(Exercise input begins)

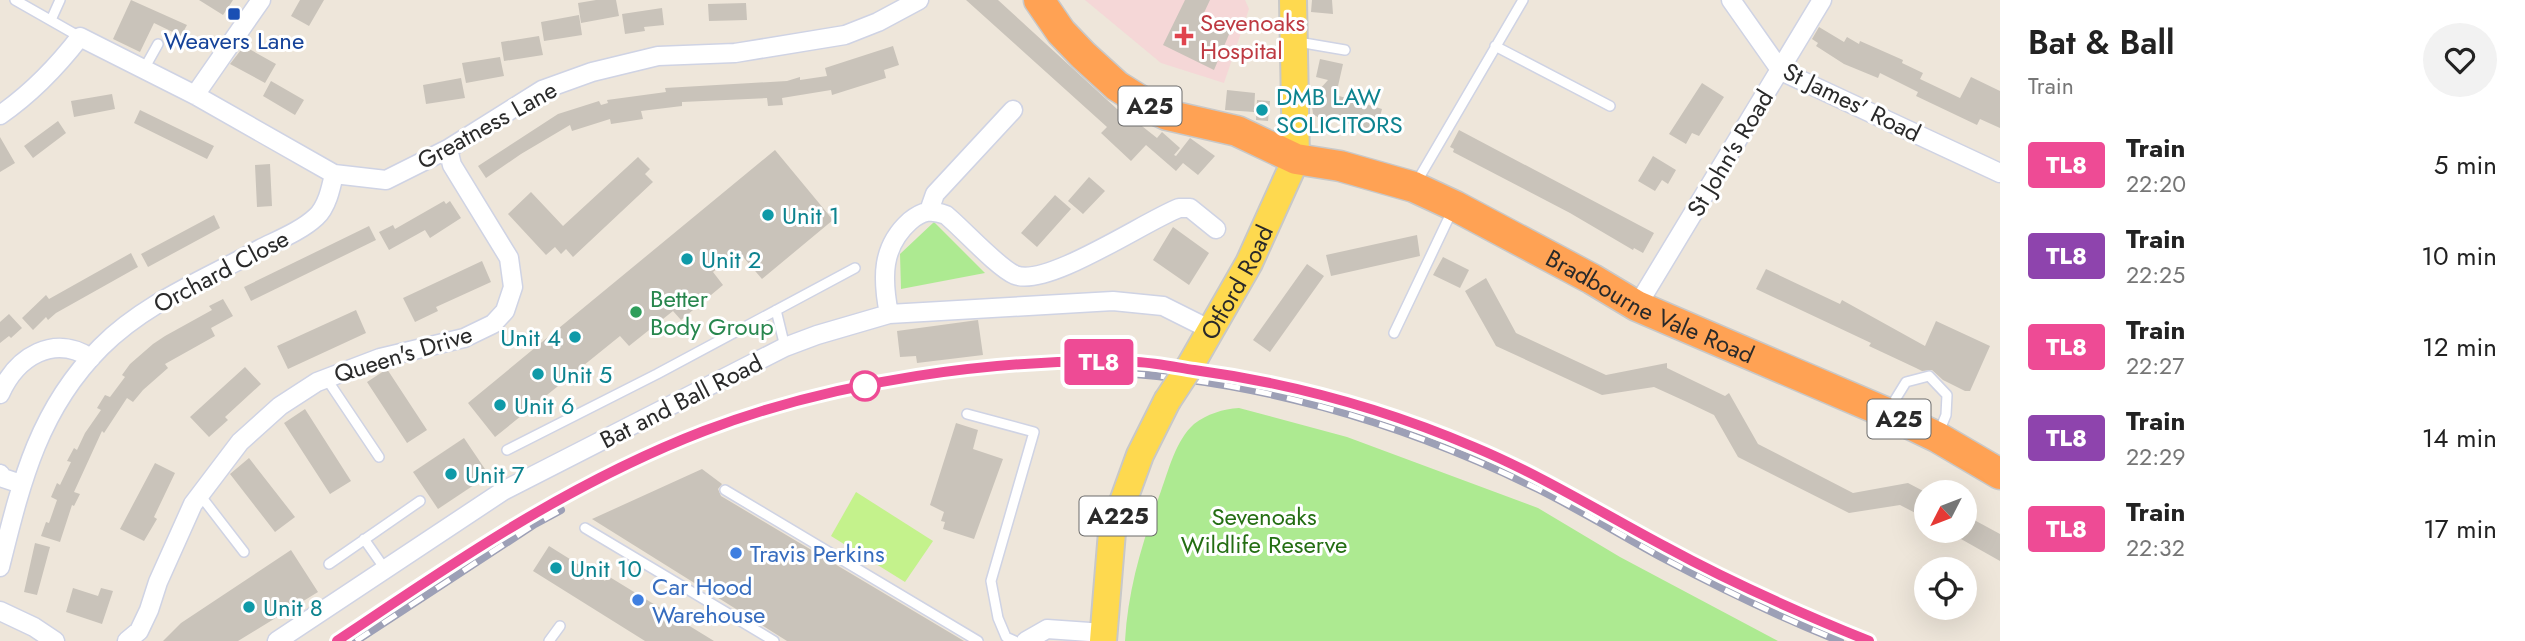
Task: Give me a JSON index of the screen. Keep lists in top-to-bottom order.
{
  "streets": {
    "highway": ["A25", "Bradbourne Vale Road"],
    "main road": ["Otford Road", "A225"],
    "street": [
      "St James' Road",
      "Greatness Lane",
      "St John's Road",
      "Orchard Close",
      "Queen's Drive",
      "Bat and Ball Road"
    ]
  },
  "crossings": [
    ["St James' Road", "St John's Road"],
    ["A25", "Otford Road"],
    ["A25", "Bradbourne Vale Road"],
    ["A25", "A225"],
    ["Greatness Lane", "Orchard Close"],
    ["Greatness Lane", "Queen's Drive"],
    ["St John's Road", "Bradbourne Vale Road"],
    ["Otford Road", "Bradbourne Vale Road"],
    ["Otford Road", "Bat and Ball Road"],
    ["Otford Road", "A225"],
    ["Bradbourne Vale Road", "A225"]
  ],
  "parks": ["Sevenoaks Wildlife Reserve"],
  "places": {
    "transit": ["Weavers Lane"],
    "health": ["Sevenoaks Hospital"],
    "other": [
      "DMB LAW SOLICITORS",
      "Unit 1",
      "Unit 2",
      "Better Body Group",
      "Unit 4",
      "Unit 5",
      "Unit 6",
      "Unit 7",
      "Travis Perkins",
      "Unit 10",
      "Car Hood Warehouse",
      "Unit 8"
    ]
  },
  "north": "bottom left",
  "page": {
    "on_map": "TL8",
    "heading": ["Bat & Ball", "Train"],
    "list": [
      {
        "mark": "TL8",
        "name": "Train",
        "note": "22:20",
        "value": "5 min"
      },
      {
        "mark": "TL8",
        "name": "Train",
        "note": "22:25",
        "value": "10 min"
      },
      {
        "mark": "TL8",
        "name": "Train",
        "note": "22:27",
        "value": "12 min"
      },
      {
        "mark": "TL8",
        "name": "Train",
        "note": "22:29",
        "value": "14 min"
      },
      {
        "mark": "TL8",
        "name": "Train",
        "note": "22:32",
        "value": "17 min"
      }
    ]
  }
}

(Exercise input ends)

Should there be pictures in the data, leave them out and return the rest exactly.

**Task solution**.
Task: Give me a JSON index of the screen. Keep lists in top-to-bottom order.
{
  "streets": {
    "highway": ["A25", "Bradbourne Vale Road"],
    "main road": ["Otford Road", "A225"],
    "street": [
      "St James' Road",
      "Greatness Lane",
      "St John's Road",
      "Orchard Close",
      "Queen's Drive",
      "Bat and Ball Road"
    ]
  },
  "crossings": [
    ["St James' Road", "St John's Road"],
    ["A25", "Otford Road"],
    ["A25", "Bradbourne Vale Road"],
    ["A25", "A225"],
    ["Greatness Lane", "Orchard Close"],
    ["Greatness Lane", "Queen's Drive"],
    ["St John's Road", "Bradbourne Vale Road"],
    ["Otford Road", "Bradbourne Vale Road"],
    ["Otford Road", "Bat and Ball Road"],
    ["Otford Road", "A225"],
    ["Bradbourne Vale Road", "A225"]
  ],
  "parks": ["Sevenoaks Wildlife Reserve"],
  "places": {
    "transit": ["Weavers Lane"],
    "health": ["Sevenoaks Hospital"],
    "other": [
      "DMB LAW SOLICITORS",
      "Unit 1",
      "Unit 2",
      "Better Body Group",
      "Unit 4",
      "Unit 5",
      "Unit 6",
      "Unit 7",
      "Travis Perkins",
      "Unit 10",
      "Car Hood Warehouse",
      "Unit 8"
    ]
  },
  "north": "bottom left",
  "page": {
    "on_map": "TL8",
    "heading": ["Bat & Ball", "Train"],
    "list": [
      {
        "mark": "TL8",
        "name": "Train",
        "note": "22:20",
        "value": "5 min"
      },
      {
        "mark": "TL8",
        "name": "Train",
        "note": "22:25",
        "value": "10 min"
      },
      {
        "mark": "TL8",
        "name": "Train",
        "note": "22:27",
        "value": "12 min"
      },
      {
        "mark": "TL8",
        "name": "Train",
        "note": "22:29",
        "value": "14 min"
      },
      {
        "mark": "TL8",
        "name": "Train",
        "note": "22:32",
        "value": "17 min"
      }
    ]
  }
}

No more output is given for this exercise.